AuthName "User + Pass required"
AuthUserFile /path/to/your/htpasswd
AuthType Basic
Require valid-user
Order Deny,Allow
Deny from all

This sets the AuthUserFile to the path where the usernames/passwords are stored. If there’s no such file yet, you can create one with the htpasswd tool at the CLI.

$ htpasswd -c /path/to/your/htpasswd $username

Replace $username with what you want as a username. You’ll be prompted for a password for that user. If you want to append a username/password to an existing file, or want to modify the password of a user in an existing file, use the same CLI command without the -c parameter.

$ htpasswd /path/to/your/htpasswd $username

And you’re set: your HTTP authentication password file exists.

IP Whitelisting with X-Forwarded-For

Normal IP whitelisting for this scenario would be done like this.

Allow from 10.0.1.1
Allow from 10.0.1.2
...

But this uses the IP of the client connecting to Apache, which in the case of a reverse proxy config (like Nginx or Varnish), would nearly always be 127.0.0.1 or the IP of the connecting proxy. Not the client’s IP (unless you would be running a transparant proxy). We can retrieve that via the X-Forwarded-For, if it’s set in the Varnish configs.

To check if your Varnish config has this enabled, search for the line that says something like this.

...
set req.http.X-Forwarded-For = client.ip;
...

It can exist in many variants, but the set req.http.X-Forwarded-For is always the same. If it’s missing, add it at the top of the vcl_recv routine. If that doesn’t work, have a look at my Varnish configs for some ideas.

Now, the Apache bit. You can perform a check on HTTP headers and allow or deny authentication based on that.

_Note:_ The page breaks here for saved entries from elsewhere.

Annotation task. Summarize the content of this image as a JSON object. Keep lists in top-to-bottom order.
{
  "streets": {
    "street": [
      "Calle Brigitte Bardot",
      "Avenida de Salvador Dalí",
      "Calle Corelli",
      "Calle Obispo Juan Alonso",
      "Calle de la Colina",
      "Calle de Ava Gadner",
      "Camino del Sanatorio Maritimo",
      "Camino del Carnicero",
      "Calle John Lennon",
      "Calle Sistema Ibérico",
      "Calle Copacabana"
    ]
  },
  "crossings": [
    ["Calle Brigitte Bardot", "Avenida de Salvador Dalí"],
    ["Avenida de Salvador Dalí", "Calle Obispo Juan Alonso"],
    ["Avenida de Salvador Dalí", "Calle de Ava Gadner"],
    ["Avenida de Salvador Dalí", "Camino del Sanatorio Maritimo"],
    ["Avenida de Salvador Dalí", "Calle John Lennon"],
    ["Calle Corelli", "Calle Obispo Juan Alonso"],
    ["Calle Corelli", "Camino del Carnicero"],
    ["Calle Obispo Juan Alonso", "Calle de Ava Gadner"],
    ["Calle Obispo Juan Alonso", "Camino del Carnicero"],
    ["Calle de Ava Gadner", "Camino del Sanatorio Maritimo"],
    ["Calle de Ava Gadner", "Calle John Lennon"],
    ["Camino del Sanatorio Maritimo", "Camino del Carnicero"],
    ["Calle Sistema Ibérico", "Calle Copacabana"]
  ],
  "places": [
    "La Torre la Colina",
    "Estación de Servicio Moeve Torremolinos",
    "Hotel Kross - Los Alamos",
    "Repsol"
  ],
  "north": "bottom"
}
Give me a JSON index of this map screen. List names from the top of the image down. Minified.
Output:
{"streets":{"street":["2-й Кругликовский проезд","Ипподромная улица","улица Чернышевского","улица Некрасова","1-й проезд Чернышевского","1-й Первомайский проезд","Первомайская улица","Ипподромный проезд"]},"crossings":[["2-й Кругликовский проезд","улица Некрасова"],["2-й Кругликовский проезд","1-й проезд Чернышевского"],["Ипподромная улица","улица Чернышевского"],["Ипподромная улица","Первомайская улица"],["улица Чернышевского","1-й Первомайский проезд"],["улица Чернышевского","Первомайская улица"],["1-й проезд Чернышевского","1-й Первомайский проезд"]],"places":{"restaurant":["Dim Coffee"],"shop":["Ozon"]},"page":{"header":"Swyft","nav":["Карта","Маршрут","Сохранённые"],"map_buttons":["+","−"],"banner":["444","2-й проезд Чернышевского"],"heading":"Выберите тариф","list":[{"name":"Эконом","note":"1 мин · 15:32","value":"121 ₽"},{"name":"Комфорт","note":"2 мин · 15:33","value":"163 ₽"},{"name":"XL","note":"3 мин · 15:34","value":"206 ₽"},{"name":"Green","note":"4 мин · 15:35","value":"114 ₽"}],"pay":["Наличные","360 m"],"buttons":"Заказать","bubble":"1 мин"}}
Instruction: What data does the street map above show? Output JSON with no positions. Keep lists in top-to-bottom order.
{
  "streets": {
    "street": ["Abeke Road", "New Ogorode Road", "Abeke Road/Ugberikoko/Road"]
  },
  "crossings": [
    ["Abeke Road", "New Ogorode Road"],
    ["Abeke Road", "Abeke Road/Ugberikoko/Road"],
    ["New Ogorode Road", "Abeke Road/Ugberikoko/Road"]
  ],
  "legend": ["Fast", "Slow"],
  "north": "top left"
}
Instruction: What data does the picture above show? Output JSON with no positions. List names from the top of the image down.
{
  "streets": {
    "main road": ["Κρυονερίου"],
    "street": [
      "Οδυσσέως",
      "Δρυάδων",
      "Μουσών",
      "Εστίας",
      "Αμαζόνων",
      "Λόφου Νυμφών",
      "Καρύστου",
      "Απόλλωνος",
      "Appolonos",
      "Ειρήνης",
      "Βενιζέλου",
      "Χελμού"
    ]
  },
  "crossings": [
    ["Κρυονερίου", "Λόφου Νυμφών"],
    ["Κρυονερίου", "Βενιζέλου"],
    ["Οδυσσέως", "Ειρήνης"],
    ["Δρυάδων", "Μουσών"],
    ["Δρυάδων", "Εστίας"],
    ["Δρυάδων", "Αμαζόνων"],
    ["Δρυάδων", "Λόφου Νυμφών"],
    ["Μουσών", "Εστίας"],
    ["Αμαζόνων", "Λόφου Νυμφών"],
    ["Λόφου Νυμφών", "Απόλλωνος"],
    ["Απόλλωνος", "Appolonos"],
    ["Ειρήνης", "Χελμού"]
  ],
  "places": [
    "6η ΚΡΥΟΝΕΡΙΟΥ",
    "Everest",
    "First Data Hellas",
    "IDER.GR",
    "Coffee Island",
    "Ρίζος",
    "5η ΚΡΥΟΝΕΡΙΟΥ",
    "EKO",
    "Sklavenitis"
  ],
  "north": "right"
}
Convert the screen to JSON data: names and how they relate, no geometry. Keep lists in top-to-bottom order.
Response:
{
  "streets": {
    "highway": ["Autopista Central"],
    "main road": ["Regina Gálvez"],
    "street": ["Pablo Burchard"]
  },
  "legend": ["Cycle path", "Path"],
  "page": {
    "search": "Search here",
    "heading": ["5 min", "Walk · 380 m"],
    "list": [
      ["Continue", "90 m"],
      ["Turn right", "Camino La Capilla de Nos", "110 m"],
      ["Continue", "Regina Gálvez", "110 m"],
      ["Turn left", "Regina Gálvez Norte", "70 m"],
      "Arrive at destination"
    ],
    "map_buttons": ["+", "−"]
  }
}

SetEnvIf X-Forwarded-For ^12\.34\.12\.35 env_allow_1
Allow from env=env_allow_1
Satisfy Any

The above example will set an environment variable called env_allow_1, if the X-Forwarded-For HTTP header matches the regex ^12\.34\.12\.35, which in human words means as much as “the X-Forwarded-For header must start with 12.23.12.35". If that’s the case, the environment variable env_allow_1 will be set.

The Allow from code allows you to check for environment variables, to allow or deny access.